▽

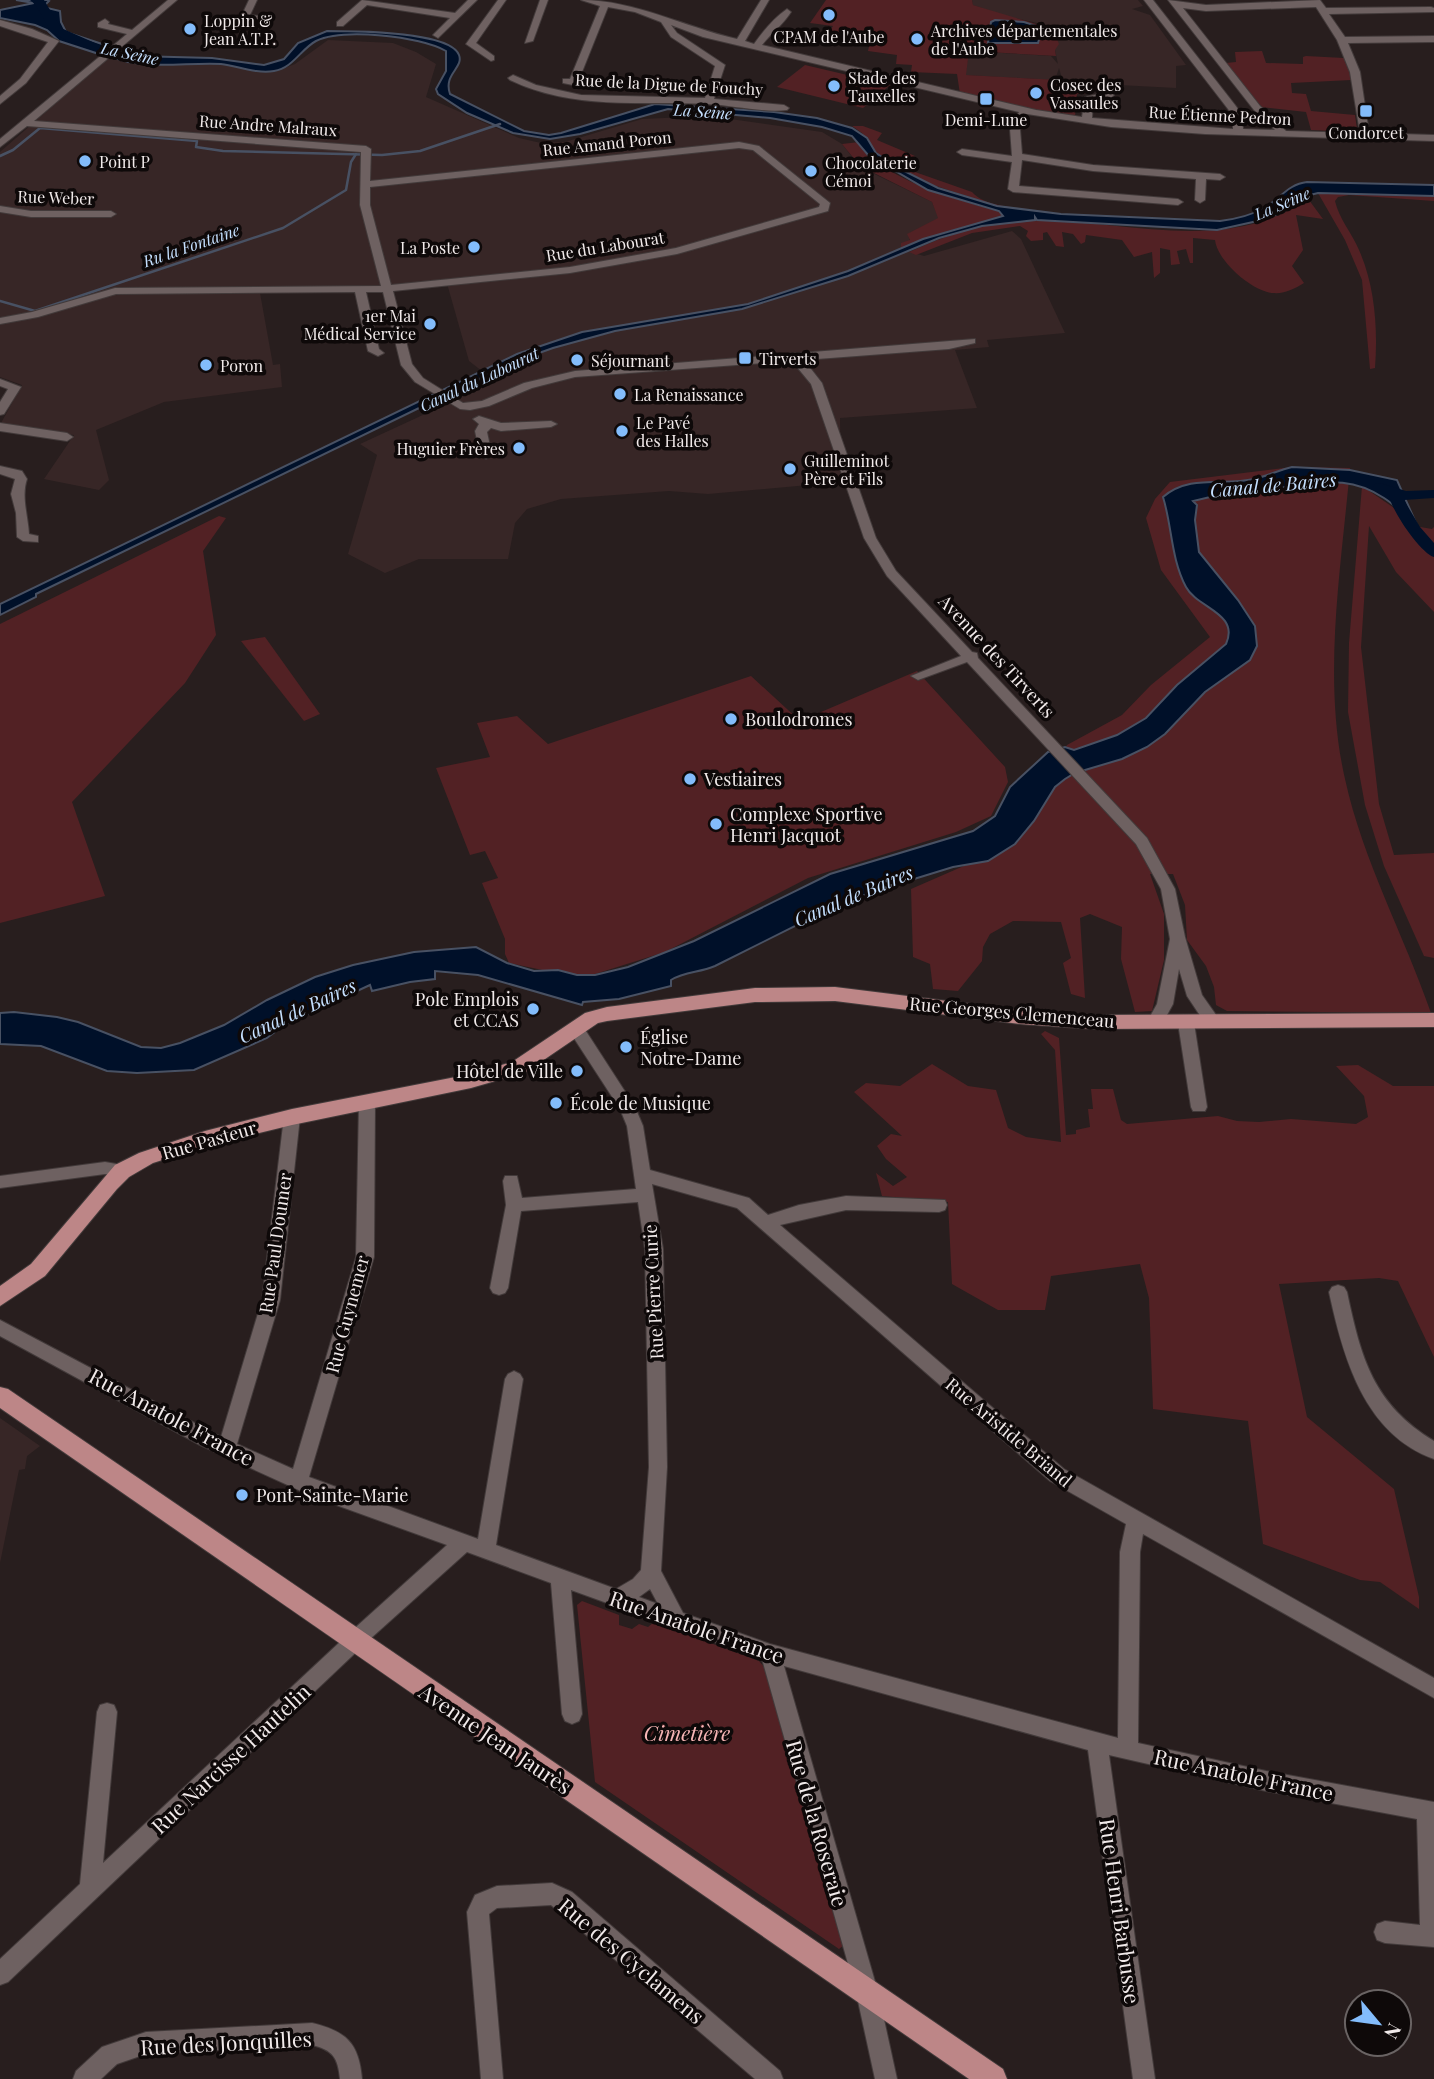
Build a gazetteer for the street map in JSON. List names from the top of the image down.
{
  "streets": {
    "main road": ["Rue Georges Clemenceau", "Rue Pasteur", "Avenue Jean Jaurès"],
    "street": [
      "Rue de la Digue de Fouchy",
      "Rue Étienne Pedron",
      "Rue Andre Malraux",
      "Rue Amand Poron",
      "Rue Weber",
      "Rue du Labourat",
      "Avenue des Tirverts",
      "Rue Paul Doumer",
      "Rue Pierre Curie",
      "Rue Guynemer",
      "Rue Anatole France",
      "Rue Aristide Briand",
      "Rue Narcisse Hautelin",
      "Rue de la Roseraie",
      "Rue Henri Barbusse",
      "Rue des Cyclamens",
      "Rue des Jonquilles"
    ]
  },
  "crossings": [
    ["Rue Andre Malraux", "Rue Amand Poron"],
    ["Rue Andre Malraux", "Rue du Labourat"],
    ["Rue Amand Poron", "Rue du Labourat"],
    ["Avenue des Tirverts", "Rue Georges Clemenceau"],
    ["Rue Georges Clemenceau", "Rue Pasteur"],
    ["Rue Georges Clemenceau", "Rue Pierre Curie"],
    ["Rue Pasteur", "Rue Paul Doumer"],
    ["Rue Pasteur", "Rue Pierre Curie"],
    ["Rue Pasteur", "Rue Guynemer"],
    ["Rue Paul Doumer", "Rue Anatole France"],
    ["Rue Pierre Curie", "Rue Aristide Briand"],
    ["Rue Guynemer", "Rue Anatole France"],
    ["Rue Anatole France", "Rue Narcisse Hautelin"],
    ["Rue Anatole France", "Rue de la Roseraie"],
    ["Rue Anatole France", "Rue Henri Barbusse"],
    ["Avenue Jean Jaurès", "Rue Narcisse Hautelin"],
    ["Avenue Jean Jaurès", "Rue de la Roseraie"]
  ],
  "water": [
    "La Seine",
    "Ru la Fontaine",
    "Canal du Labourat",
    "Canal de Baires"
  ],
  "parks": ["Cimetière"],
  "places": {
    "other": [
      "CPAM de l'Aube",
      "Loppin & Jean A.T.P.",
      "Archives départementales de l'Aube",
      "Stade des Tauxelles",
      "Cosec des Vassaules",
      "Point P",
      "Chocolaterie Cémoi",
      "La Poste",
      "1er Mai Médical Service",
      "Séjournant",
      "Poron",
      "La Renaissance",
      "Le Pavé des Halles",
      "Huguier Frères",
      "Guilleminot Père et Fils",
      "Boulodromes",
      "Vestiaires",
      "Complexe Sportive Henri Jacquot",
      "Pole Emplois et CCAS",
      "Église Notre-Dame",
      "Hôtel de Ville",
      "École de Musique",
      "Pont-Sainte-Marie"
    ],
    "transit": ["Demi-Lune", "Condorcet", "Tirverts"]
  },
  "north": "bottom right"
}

△
▽

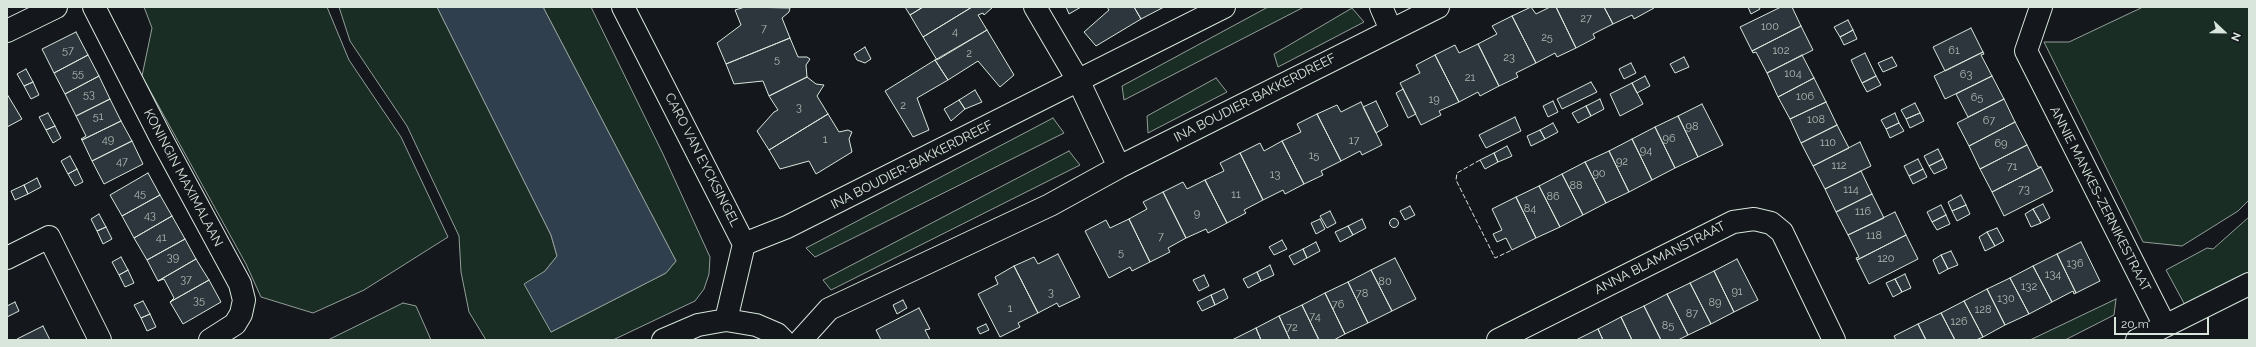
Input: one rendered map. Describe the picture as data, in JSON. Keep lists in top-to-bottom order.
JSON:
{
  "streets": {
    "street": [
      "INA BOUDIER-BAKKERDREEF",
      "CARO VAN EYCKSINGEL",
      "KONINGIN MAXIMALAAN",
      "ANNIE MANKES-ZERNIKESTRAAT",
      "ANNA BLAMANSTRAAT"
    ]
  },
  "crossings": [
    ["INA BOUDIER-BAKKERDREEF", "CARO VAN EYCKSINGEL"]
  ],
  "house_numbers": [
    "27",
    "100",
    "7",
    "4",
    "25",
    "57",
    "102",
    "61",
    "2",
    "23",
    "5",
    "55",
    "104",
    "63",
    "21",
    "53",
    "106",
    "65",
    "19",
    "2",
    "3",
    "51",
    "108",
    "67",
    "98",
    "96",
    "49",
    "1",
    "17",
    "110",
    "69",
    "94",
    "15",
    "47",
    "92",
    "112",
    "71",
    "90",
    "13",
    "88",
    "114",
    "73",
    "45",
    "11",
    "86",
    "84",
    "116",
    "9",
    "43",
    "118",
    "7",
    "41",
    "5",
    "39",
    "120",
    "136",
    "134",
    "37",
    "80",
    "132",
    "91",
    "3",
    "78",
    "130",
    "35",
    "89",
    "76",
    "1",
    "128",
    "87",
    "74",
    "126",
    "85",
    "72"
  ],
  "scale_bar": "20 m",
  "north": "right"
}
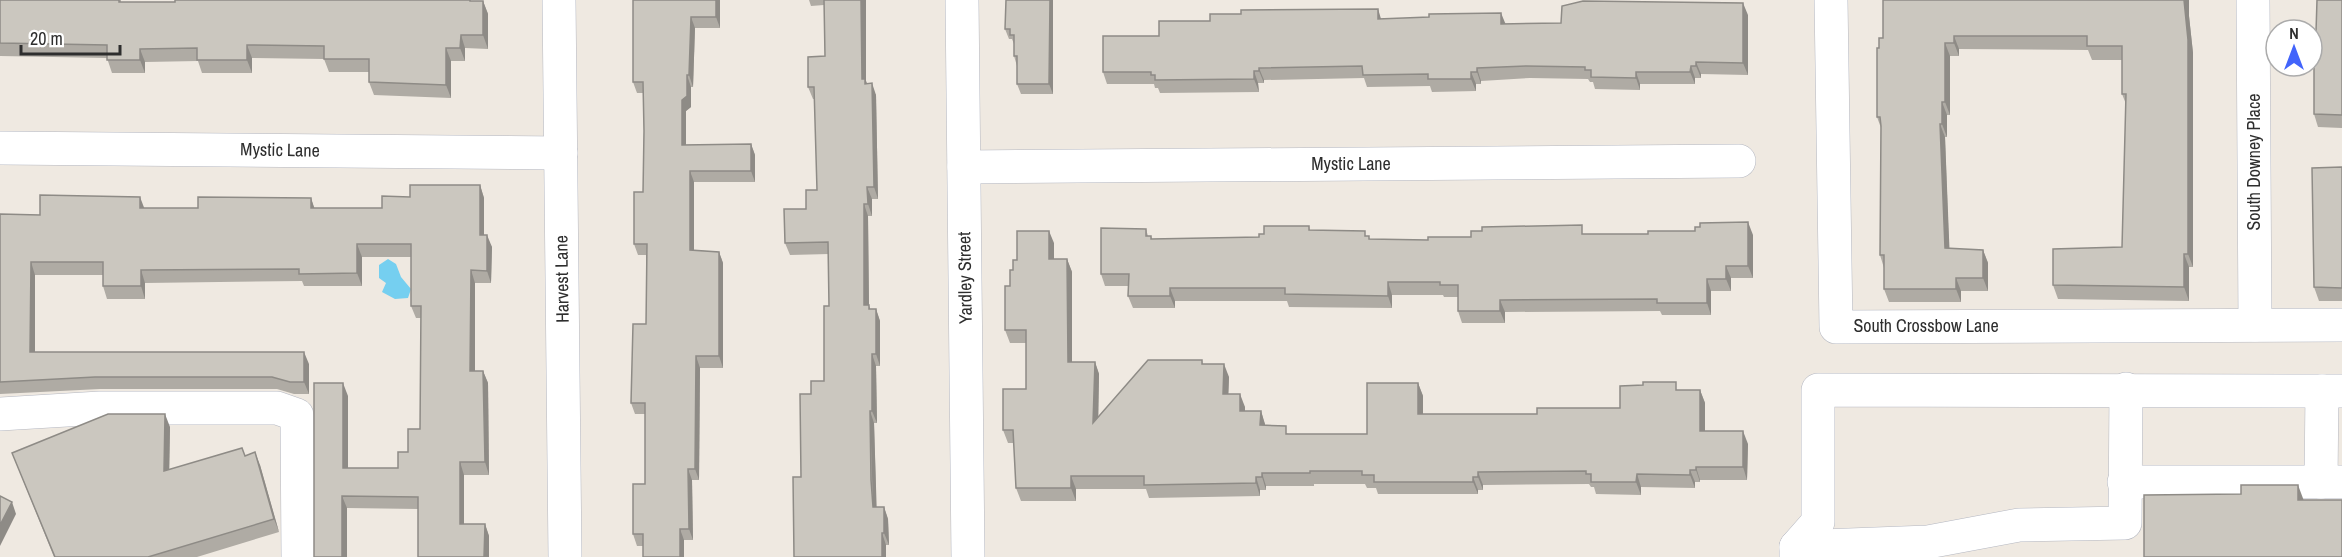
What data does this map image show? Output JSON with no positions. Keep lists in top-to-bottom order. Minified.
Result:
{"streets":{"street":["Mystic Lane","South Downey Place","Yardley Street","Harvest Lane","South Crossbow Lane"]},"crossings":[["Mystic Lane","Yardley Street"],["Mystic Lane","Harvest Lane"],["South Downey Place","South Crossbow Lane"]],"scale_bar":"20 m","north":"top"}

△

**THE PROBLEM:**
Where the word "order" shows up in a line of the entries above, copy that line.

**REPLY:**
Input: one rendered map. Describe the picture as data, in JSON. Keep lists in top-to-bottom order.
What data does this map image show? Output JSON with no positions. Keep lists in top-to-bottom order. Minified.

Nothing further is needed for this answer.